Brantevik is located on the southern tip of Sweden.

• When the man eventually died of old age, the eel was still alive. His children, grandchildren, and great-grandchildren monitored the eel too. The eel became famous, known as the Brantevik Eel. In 2009, a Swedish TV show documented that the eel was still alive, pulling it out to measure and photograph it, and putting it back. In 2014, the owner of the well found the eel dead, after having lived an astounding 155 years.

• In 1980, a research expedition caught a load of silver eels off the coast of Ireland that were on their way to the Sargasso Sea to breed. The scientists wanted to know how old they were. Researchers can tell the age of a fish by counting the number of rings on its otolith, which is an organ in its inner ear. They were surprised to find that the eels ranged in age from 8 to 57, yet they were all in the same developmental stage. No one knows what triggers this transformation or why it varies so much. We know they always leave their freshwater homes in the autumn, between October and December, and that the freshly hatched willow leaf larvae appear in the Sargasso Sea the following spring.
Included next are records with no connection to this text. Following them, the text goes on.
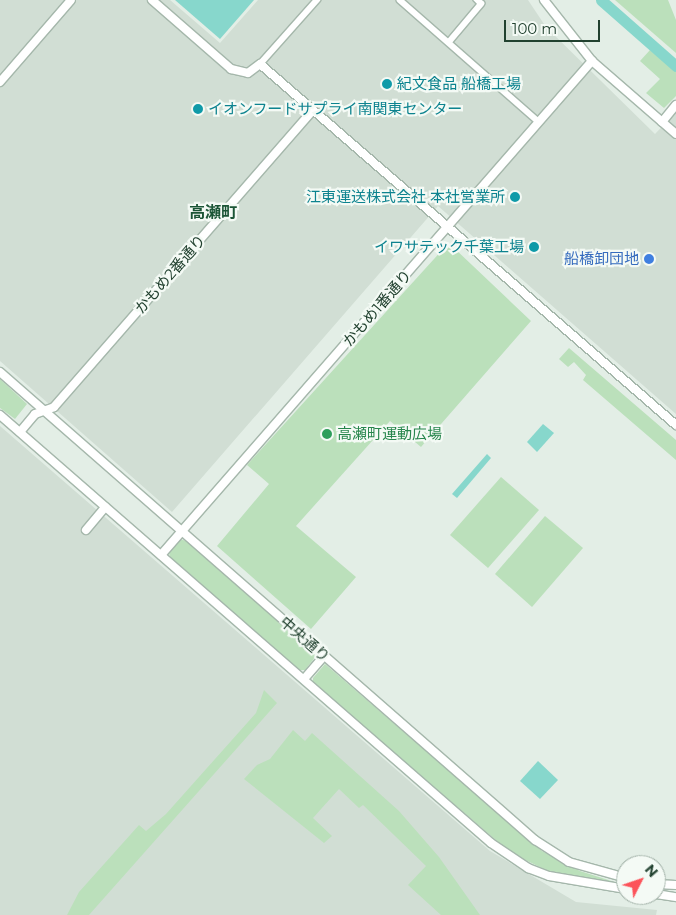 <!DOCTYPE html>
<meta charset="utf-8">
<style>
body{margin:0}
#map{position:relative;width:676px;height:915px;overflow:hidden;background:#e3eee6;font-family:Montserrat,"Noto Sans JP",sans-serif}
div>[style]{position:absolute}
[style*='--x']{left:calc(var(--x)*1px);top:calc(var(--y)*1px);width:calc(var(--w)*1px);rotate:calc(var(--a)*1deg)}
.built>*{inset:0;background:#d1ded4}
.green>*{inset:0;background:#bbe0bb}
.water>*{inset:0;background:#87d7cc}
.river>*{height:11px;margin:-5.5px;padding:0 5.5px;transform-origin:5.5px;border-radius:5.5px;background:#87d7cc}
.roads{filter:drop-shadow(1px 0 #a5b7ab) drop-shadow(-1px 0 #a5b7ab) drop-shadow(0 1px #a5b7ab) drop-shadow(0 -1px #a5b7ab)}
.street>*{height:5.5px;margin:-2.75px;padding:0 2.75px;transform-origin:2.75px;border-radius:2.75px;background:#fff}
.secondary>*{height:8px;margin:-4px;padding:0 4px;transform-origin:4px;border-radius:4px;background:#fff}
.dots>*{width:14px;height:14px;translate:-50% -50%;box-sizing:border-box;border:2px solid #f4faf5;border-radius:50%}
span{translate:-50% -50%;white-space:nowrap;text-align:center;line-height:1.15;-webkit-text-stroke:4.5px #f4faf5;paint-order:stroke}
.culture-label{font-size:15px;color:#0d838f}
.left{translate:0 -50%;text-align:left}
.right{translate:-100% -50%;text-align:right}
.shop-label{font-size:15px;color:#366cbe}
.street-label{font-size:15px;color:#21412f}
.leisure-label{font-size:15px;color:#27864d}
.neighbourhood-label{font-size:16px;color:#1b5536;font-weight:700}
.north{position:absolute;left:616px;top:855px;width:50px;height:50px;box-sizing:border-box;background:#f4faf5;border:1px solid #a0b0a6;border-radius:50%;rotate:49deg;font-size:14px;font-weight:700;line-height:20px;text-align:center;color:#21412f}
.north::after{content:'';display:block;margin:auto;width:18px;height:22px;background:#fc535a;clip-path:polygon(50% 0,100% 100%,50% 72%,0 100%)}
.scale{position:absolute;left:504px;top:20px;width:96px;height:22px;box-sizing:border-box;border:2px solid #21412f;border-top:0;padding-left:6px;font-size:15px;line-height:18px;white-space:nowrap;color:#21412f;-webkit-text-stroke:4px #f4faf5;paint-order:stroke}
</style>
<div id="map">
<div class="built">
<div style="clip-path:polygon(0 0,170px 0,220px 43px,258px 0,528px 0,546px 27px,655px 134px,676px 112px,676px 414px,438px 206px,172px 512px,0 361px)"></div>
<div style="clip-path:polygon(0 426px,490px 851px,576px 902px,657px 910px,656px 915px,0 915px)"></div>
</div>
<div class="green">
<div style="clip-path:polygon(615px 0,668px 0,676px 20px,676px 53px)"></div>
<div style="clip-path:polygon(650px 50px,676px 72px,676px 96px,664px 108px,646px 93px,660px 79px,640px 61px)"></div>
<div style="clip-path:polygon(453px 247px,531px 321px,421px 447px,390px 421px,296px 526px,356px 577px,311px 629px,217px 546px,269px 484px,247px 465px,444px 248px)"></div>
<div style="clip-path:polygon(569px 348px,676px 440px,676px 460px,583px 380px,586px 375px,574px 362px,568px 367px,559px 359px)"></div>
<div style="clip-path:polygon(0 379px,27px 404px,15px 419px,0 408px)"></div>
<div style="clip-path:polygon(501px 477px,539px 510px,488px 568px,450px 535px)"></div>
<div style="clip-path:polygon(545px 516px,583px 548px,532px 607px,495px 574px)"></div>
<div style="clip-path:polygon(180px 539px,186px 541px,313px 651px,316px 656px,305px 670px,298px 670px,170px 558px,169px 552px)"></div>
<div style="clip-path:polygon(325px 664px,542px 851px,580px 871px,624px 885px,552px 873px,511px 853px,313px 683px,313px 678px)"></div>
<div style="clip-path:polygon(264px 690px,277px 703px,89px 915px,67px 915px,79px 892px,139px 825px,146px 831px,166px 814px,256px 713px)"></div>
<div style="clip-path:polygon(293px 730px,305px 741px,312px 733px,399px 811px,439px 857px,480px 915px,441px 915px,408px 885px,426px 866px,363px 805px,359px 808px,339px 789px,313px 818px,332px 836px,324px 843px,244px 779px,257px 765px,270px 759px)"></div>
</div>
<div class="water">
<div style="clip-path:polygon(175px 0,254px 0,220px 39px)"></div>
<div style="clip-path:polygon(543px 424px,554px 433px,537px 452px,527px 442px)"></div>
<div style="clip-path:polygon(487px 454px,491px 458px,457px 498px,452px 494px)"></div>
<div style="clip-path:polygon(538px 761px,558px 780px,540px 799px,520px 781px)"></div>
</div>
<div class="river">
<div style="--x:601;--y:0;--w:100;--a:41.3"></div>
</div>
<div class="roads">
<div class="street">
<div style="--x:400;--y:0;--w:185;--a:41.3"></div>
<div style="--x:449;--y:42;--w:50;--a:-49.9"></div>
<div style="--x:481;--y:4;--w:6;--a:-135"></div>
<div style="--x:260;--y:64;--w:86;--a:-48.3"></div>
</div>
<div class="secondary">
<div style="--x:152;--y:0;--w:105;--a:41.1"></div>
<div style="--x:231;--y:69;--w:17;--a:13"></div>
<div style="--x:248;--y:73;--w:15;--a:-37"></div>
<div style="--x:260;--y:64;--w:551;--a:40.95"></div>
<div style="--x:544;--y:0;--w:78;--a:51.8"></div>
<div style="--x:592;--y:61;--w:111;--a:41"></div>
<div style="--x:0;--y:82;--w:108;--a:-49.1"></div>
<div style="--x:662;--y:122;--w:22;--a:-51"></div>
<div style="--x:0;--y:372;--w:711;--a:41.18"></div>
<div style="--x:535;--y:840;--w:40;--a:32.9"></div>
<div style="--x:569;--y:862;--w:59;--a:15.7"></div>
<div style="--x:0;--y:415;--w:651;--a:41.08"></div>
<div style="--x:491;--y:843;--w:45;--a:34"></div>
<div style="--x:528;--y:868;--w:22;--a:21"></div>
<div style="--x:549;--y:876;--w:78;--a:9.6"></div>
<div style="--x:20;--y:432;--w:23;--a:-50"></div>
<div style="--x:35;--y:414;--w:20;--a:-20"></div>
<div style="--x:54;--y:407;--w:394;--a:-48.9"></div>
<div style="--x:86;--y:530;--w:30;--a:-50"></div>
<div style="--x:161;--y:555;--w:656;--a:-48.9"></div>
<div style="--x:304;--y:679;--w:30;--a:-49"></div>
<div style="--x:656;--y:884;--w:20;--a:3"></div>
<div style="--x:656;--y:894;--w:20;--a:9"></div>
</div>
</div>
<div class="dots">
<div style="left:387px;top:84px;background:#0f9aa8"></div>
<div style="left:198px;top:109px;background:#0f9aa8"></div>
<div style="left:515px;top:197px;background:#0f9aa8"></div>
<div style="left:534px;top:247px;background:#0f9aa8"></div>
<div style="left:649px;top:259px;background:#3f7fe0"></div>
<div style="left:327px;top:434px;background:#2e9e5b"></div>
</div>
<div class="culture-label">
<span class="left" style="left:397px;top:84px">紀文食品 船橋工場</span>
<span class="left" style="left:208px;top:109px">イオンフードサプライ南関東センター</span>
<span class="right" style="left:505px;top:197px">江東運送株式会社 本社営業所</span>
<span class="right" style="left:524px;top:247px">イワサテック千葉工場</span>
</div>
<div class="shop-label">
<span class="right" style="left:639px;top:259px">船橋卸団地</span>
</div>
<div class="street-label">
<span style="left:170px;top:274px;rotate:-49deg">かもめ2番通り</span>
<span style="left:377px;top:308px;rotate:-49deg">かもめ1番通り</span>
<span style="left:305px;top:639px;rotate:41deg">中央通り</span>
</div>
<div class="leisure-label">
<span class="left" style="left:337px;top:434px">高瀬町運動広場</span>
</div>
<div class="neighbourhood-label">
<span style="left:213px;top:213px">高瀬町</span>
</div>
<div class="north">N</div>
<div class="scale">100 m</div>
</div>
• In 2016, over 700 silver eels were tagged with transmitters and released all over Europe. Data was retrieved from 87 trackers. It showed that eels can swim without stopping or eating for six months. Some eels managed 30 miles a day, while others swam only two. They followed wildly different routes. But of all of them, not a single one could be documented as having made it all the way back to the Sargasso Sea.
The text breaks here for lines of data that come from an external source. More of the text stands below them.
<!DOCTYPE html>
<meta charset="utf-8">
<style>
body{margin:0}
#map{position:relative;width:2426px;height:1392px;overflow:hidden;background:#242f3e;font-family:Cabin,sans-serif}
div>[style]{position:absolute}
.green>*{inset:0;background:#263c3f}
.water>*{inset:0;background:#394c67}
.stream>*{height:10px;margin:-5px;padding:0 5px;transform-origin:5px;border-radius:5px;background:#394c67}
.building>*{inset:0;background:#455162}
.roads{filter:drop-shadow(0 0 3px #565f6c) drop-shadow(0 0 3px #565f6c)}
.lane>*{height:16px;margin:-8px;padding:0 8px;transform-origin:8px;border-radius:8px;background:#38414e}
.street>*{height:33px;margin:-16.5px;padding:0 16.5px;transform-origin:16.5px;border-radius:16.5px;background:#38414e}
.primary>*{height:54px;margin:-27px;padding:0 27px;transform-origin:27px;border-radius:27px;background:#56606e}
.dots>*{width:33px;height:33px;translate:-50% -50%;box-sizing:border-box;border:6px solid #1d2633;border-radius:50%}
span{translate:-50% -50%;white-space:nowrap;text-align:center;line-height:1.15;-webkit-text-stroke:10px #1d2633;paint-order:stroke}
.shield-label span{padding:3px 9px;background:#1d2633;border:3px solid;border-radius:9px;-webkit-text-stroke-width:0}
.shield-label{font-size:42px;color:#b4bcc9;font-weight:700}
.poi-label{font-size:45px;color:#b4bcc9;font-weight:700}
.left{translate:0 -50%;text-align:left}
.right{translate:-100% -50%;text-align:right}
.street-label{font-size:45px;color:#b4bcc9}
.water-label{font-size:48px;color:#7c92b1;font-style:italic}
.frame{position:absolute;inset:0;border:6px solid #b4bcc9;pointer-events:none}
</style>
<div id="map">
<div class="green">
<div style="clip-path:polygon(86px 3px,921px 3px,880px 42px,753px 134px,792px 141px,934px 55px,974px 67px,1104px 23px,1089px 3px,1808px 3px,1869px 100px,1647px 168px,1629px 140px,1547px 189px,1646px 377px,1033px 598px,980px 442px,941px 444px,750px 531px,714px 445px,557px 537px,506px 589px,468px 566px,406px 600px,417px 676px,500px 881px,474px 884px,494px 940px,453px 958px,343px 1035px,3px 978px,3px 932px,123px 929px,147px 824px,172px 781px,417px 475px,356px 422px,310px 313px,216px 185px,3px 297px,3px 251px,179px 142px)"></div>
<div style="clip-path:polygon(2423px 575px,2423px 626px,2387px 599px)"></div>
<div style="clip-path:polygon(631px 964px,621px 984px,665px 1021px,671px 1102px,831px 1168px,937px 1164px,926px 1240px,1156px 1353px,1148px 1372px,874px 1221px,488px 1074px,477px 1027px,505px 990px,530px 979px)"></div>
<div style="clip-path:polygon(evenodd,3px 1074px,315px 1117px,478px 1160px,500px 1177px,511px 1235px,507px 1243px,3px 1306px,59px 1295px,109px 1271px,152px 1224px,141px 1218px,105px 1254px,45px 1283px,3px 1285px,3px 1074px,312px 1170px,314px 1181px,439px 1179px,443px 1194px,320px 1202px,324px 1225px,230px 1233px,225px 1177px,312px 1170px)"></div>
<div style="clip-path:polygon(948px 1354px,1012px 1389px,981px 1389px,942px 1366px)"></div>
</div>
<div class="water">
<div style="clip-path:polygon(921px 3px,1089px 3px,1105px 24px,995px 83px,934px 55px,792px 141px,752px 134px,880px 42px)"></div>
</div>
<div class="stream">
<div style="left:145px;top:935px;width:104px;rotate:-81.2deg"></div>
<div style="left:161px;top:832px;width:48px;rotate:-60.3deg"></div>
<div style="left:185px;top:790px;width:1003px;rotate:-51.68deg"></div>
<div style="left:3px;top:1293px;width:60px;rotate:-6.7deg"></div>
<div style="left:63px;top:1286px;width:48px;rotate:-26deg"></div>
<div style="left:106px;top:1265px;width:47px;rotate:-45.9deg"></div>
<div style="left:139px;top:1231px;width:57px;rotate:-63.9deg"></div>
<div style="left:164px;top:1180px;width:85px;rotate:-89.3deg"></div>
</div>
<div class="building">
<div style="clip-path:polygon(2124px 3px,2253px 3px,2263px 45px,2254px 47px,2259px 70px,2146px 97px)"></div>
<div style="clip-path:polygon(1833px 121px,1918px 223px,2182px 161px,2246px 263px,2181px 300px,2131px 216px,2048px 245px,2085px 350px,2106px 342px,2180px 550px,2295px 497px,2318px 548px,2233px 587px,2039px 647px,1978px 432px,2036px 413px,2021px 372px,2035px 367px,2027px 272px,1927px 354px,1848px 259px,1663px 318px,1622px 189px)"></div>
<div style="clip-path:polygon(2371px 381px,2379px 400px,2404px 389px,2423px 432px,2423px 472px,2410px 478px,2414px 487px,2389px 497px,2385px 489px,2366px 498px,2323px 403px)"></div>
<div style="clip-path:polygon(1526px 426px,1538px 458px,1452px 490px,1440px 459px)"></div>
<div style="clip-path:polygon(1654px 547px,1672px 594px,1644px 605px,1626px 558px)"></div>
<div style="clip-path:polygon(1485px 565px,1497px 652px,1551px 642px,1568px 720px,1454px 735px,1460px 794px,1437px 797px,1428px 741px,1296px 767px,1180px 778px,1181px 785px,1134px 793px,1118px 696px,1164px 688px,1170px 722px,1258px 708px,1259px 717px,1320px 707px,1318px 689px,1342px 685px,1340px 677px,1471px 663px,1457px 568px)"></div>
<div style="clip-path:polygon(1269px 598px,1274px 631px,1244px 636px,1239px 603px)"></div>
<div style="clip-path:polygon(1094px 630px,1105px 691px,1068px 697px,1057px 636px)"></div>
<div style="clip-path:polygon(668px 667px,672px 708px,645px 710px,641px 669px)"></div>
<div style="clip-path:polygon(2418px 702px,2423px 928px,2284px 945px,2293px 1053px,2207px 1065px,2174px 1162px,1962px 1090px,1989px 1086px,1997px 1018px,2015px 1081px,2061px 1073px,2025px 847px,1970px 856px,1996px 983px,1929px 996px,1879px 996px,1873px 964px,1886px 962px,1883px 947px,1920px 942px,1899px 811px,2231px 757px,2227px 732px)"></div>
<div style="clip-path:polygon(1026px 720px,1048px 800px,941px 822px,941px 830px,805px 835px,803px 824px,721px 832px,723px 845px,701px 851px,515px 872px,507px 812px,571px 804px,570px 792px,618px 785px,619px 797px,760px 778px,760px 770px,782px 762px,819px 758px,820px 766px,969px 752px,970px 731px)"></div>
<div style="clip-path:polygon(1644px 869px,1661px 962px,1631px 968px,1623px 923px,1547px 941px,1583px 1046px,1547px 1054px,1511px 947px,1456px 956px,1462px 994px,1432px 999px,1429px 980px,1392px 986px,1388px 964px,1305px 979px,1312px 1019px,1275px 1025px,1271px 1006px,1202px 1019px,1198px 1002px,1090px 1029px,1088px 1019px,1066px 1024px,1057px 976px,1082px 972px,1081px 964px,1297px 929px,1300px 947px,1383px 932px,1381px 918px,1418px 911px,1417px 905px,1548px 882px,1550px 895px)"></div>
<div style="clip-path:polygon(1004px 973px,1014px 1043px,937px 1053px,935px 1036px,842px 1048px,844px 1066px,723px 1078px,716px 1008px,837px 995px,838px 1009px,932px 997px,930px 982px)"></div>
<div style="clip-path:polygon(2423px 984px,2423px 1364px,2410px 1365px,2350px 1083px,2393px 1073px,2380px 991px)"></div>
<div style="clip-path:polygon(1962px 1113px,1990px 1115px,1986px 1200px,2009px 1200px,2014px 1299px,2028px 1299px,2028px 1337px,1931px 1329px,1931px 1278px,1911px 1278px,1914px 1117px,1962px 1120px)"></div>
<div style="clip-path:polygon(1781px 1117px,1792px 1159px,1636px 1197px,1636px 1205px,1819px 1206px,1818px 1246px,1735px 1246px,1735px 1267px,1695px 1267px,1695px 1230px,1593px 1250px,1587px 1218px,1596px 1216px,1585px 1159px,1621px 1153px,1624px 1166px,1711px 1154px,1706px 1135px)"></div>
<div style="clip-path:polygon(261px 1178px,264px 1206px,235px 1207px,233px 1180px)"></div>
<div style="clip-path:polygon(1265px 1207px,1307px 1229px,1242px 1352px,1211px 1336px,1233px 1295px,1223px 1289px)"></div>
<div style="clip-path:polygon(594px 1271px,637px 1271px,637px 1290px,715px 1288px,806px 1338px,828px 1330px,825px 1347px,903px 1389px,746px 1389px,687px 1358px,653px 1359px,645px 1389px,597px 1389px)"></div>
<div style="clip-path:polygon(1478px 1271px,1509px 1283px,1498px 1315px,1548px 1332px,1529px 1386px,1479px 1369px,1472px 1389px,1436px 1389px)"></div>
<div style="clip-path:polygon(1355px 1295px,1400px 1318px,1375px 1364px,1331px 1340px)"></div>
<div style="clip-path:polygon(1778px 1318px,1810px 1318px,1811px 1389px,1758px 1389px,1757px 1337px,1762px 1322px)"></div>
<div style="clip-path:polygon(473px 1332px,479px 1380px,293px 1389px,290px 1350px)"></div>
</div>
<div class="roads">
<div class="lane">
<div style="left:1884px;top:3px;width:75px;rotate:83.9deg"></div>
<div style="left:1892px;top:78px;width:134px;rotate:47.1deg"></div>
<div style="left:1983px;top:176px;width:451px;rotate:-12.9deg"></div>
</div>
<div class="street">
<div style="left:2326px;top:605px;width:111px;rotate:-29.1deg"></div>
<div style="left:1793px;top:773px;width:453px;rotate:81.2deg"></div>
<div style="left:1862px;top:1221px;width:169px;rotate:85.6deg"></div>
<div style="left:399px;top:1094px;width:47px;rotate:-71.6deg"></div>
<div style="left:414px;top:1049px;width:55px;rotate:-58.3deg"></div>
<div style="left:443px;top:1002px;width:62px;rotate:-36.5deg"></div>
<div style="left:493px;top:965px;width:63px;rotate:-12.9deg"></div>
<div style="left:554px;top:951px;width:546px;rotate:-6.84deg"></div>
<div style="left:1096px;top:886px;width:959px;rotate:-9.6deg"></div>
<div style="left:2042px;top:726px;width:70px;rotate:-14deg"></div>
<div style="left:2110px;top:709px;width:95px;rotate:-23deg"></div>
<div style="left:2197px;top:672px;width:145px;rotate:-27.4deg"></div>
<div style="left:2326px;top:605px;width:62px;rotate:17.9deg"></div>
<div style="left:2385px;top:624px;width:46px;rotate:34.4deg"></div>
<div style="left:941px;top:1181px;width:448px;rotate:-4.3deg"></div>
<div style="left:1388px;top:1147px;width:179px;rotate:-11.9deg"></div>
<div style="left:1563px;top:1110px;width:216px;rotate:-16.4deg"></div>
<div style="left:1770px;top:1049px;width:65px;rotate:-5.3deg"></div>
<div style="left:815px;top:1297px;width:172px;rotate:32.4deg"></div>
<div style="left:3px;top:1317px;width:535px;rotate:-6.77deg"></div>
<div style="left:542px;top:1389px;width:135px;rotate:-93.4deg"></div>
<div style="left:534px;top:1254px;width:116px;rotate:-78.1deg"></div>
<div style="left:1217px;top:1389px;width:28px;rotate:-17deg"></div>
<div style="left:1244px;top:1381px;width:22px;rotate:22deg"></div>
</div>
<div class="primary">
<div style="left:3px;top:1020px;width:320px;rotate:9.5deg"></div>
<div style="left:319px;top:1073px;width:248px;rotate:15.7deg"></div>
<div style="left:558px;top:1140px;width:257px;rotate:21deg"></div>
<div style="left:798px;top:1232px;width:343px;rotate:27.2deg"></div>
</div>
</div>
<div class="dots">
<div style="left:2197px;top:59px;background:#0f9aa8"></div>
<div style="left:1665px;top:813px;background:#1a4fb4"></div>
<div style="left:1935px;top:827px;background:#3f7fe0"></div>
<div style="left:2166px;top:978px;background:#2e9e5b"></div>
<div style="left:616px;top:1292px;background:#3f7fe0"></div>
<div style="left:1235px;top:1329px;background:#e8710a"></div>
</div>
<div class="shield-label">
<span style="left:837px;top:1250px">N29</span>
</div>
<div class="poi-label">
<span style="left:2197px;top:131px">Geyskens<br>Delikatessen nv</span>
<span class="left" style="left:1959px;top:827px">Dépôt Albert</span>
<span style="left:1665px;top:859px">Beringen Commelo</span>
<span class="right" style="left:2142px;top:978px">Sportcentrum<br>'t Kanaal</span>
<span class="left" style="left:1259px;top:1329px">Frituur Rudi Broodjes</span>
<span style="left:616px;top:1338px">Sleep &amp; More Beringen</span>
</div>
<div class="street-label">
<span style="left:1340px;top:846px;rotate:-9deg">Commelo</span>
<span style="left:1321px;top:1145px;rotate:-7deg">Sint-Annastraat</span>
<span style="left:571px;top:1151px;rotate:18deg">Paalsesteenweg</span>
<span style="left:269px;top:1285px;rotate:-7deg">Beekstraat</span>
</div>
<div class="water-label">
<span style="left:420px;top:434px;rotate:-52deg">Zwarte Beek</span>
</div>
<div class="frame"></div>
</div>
• The study of these unique creatures continues to challenge scientists as they attempt to unravel the mysteries of their unusual life cycles. The answers they find may some day open even broader areas in the study of marine animals. □

***

• Eel blood is toxic to humans and other mammals, but both cooking and the digestive process destroy the toxins. The toxin derived from eel blood serum was used by Charles Richet in his Nobel winning research which discovered anaphylaxis.